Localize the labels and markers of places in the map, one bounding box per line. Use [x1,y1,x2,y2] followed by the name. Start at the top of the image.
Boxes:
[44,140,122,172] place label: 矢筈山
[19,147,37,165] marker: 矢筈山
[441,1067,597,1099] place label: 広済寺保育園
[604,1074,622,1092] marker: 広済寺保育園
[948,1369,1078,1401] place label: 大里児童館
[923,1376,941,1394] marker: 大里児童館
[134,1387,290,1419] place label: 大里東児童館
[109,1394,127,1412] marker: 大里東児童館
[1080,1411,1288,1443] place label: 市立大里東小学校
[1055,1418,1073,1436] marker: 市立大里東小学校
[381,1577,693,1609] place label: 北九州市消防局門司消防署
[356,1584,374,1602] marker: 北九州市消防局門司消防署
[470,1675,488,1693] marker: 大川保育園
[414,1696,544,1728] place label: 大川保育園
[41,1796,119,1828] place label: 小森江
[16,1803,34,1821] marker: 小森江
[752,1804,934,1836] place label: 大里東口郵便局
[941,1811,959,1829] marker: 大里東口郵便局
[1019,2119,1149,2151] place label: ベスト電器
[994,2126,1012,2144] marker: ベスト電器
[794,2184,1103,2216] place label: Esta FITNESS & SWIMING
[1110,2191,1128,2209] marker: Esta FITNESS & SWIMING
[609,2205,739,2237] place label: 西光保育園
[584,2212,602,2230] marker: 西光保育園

__________

■ Exercise
Everything in the material above is to be copied exactly.

■ Solution for this task
Localize the labels and markers of places in the map, one bounding box per line. Use [x1,y1,x2,y2] followed by the name. Start at the top of the image.
Boxes:
[44,140,122,172] place label: 矢筈山
[19,147,37,165] marker: 矢筈山
[441,1067,597,1099] place label: 広済寺保育園
[604,1074,622,1092] marker: 広済寺保育園
[948,1369,1078,1401] place label: 大里児童館
[923,1376,941,1394] marker: 大里児童館
[134,1387,290,1419] place label: 大里東児童館
[109,1394,127,1412] marker: 大里東児童館
[1080,1411,1288,1443] place label: 市立大里東小学校
[1055,1418,1073,1436] marker: 市立大里東小学校
[381,1577,693,1609] place label: 北九州市消防局門司消防署
[356,1584,374,1602] marker: 北九州市消防局門司消防署
[470,1675,488,1693] marker: 大川保育園
[414,1696,544,1728] place label: 大川保育園
[41,1796,119,1828] place label: 小森江
[16,1803,34,1821] marker: 小森江
[752,1804,934,1836] place label: 大里東口郵便局
[941,1811,959,1829] marker: 大里東口郵便局
[1019,2119,1149,2151] place label: ベスト電器
[994,2126,1012,2144] marker: ベスト電器
[794,2184,1103,2216] place label: Esta FITNESS & SWIMING
[1110,2191,1128,2209] marker: Esta FITNESS & SWIMING
[609,2205,739,2237] place label: 西光保育園
[584,2212,602,2230] marker: 西光保育園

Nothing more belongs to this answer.